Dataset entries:
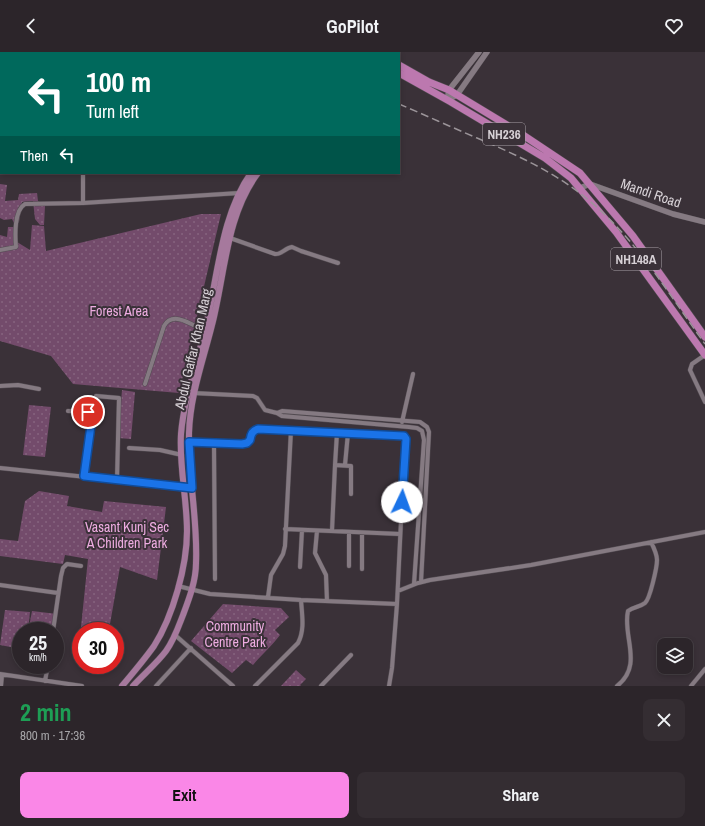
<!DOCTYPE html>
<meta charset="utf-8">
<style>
body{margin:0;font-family:"Archivo Narrow",sans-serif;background:#342d32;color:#f1f3f6;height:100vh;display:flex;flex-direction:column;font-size:15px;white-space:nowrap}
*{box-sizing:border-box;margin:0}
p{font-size:13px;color:#a6a5a8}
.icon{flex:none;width:22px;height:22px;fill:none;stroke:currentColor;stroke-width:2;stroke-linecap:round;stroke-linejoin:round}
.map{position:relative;height:634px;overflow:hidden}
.sheet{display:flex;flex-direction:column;background:#2c252a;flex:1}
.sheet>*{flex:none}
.banner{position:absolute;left:0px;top:0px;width:400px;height:122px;box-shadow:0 2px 6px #0003,0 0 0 1px #484247;background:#00695c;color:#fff;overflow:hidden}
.tools{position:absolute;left:657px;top:586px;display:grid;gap:8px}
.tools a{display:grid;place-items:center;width:36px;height:36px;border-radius:8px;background:#2c252a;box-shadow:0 2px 6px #0003,0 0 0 1px #484247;font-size:20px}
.speed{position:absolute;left:12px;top:570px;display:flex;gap:8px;font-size:20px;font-weight:700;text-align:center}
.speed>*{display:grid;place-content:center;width:52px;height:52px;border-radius:50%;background:#2c252a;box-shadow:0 2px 6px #0003,0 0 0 1px #484247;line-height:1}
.speed small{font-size:10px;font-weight:400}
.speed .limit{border:6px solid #d22;background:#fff;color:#111}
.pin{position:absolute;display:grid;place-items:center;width:34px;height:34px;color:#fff;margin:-17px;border:2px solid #fff;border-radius:50%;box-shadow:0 1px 4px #0007}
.me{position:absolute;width:44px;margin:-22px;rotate:3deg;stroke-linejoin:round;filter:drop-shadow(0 0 3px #0008)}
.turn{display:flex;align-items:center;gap:14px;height:84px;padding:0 20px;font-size:18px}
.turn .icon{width:52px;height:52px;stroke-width:2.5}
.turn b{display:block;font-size:28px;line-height:34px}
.then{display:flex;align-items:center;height:38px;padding:0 20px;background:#0003;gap:8px;font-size:15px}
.round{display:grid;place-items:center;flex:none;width:42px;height:42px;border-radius:8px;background:#342d32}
.overview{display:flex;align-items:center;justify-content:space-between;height:68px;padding:0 20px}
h1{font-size:24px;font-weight:700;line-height:30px;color:#1e9e55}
.primary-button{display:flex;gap:8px;margin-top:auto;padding:8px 20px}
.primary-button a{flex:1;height:46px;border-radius:8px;background:#fa87e7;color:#111;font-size:16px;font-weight:700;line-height:46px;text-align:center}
.primary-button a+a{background:#342d32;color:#f1f3f6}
header{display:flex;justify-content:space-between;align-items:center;height:52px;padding:0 20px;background:#2c252a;font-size:18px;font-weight:700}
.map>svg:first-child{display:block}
.park{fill:url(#park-dots)}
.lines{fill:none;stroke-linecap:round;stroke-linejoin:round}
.street-casing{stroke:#544d53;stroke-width:5}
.secondary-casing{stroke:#544d53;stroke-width:6}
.primary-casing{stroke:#544d53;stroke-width:7}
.highway-casing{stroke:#544d53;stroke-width:8}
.street{stroke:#857a82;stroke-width:4}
.secondary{stroke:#857a82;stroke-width:5.5}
.primary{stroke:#a6799d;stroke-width:6}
.highway{stroke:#bc78af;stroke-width:7}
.rail{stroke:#9b9499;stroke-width:1.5;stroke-dasharray:8 4;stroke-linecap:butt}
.route-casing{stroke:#114b97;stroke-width:10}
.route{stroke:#1a73e8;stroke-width:7}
.labels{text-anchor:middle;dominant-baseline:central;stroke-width:4;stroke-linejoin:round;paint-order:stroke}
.shield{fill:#3a3138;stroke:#a8a1a7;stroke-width:1}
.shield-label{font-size:13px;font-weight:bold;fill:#d7d1d6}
.street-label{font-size:14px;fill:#d7d1d6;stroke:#3a3138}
.park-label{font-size:14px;fill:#eeace1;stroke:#3a3138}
</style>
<header><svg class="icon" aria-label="back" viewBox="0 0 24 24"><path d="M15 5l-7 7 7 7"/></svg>GoPilot<svg class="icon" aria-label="heart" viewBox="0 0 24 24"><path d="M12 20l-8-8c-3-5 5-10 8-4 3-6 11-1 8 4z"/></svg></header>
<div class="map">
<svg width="705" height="634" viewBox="0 0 705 634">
<defs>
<pattern id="park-dots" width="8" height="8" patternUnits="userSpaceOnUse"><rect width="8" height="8" fill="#734b6b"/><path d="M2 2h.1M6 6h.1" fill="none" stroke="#86647f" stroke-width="1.8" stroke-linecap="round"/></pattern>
</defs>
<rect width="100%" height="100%" fill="#3a3138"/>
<path class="park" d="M0,132L7,133L5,149L18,148L19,142L37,141L38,149L45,154L44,173H40L35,167L33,149L22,150L19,170L15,173L12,167L4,168L0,166Z
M201,162H221L179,341L73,332L51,304L0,289V183L7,185L8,175H18L17,190L30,198L32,173L44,174L46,199Z
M122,338L135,340L131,387L118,386Z
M29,353L51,355L45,405L23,403Z
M39,439L69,444L67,454L102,460L104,449L166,455L157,528L120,515L110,572L102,571L101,579H81V604H78L88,507L65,503L63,512L0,504V487L18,489L25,449Z
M223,552L281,556L289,565L275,578L280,583C272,594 262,602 253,613L246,608L232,621L191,589Z
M5,558L30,560L28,579H21V597L0,593Z
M32,559L57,562L55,579H40L29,575Z
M296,618L306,627L300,633L301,634H281Z"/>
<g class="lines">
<defs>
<path id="street" d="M32,0V1
M103,0V1
M0,72L1,73
M83,151V121
M230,186L275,202C281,203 285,196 292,195L301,199L338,211
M0,198L16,195C15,184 14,158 25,152L83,151L239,141
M705,303L692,312L690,318L705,350
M145,332L164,274C173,258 192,273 205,279
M0,334L18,333L39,337
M193,341L253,344L257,346L265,358L277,361L282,359L420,370L427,375L429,380L421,530
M96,344L119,346L117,428
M68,359L88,360L92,363L84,424
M277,361L282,364L409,375L417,376L422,379L424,388L414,532
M402,370L413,322
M189,390L242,392L250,388C251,382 252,379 258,377L402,384L405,386L397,552L392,616L389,634
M214,392L215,527
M129,396L160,398L182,403
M335,413L351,414V442
M345,413L348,381
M0,416L192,436
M285,477L400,482
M317,479L315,501L326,523L327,549
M332,479L335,413L337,381
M349,514V480
M300,515L302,478
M362,517V481
M0,533L58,541
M178,534L210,542L301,548L397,552
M398,539L418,531L430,528L531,513L705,480
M268,545L271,523L283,502L285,494L291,378
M53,579L61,524L63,516L67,512L81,514
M175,583L233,634
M0,622L82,634
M45,629L48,613
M1,634L2,623
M156,634L191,596
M255,634L298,591C305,578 302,563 301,548
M321,634L351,603
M617,634C644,613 622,584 628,559C633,555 640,555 645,551C650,547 657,515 657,508C657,502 654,496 651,490
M691,634L705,617"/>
<path id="secondary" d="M447,48L457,43L487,0
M447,48L449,38L479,0
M580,136L590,132L673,162L705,170"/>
<path id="primary" d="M272,0V1
M280,1L281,0
M122,634C133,621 144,608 154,594C173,564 187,514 187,479C187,447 179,414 181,382C184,345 198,309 206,273C218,224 221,163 251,121
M133,634C144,622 157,611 166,599C174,588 178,576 183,563C189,547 196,529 196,511C198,468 188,425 189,381C190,344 203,309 212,273C225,223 226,163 258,121"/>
<path id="highway" d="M361,0L363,1
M377,0L379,1
M399,13L429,30L449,38L520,81L580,121L633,184L705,285
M399,21L451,50L545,106L571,126L616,180L705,303"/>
</defs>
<use href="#street" class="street-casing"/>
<use href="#secondary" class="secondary-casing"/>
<use href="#primary" class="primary-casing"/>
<use href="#highway" class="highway-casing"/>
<use href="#street" class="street"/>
<use href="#secondary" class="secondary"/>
<use href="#primary" class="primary"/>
<use href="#highway" class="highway"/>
<path class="rail" d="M279,0L281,1
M399,52C425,63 451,75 477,86C519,104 557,121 592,151C638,190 670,244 705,292"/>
</g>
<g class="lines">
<defs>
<path id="route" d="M88,360L91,361L92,366L84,424L192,436L189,390L242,392L247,391L250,388C251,382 252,379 258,377L404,384L406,387L402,450"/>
</defs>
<use href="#route" class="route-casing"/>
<use href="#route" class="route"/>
</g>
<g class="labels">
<g class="shield">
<rect x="483" y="71" width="42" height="22" rx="3"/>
<rect x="611" y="196" width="50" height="22" rx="3"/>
</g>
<g class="shield-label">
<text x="504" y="82">NH236</text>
<text x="636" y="207">NH148A</text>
</g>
<g class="street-label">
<text transform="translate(651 141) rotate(19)">Mandi Road</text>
<text transform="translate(193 297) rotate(-77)">Abdul Gaffar Khan Marg</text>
</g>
<g class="park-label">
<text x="119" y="259">Forest Area</text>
<text x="127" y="475">Vasant Kunj Sec<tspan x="127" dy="16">A Children Park</tspan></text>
<text x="235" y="574">Community<tspan x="235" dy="16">Centre Park</tspan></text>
</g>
</g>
</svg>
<div class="tools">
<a><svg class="icon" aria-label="layers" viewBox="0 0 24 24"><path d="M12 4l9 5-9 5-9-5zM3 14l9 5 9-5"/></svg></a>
</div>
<div class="speed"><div>25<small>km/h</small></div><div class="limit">30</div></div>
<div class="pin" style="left:88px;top:360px;background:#d93025"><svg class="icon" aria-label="arrive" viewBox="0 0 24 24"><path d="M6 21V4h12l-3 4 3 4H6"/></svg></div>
<svg class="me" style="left:402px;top:450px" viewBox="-20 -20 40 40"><circle r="19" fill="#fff"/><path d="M0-13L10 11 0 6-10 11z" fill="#1a73e8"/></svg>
<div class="banner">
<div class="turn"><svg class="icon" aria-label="left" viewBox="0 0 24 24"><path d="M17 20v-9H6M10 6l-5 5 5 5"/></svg><div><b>100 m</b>Turn left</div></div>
<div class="then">Then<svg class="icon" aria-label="left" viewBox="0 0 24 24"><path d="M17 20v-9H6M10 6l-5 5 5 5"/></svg></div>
</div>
</div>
<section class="sheet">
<div class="overview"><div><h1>2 min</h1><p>800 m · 17:36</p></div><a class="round"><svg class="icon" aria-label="close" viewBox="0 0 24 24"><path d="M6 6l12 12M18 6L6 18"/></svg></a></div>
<div class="primary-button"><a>Exit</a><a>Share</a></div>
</section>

WORK TASK: Some lines of the data may hold the word "absolute". Say how many do, with nothing else.

ANSWER BOX: 5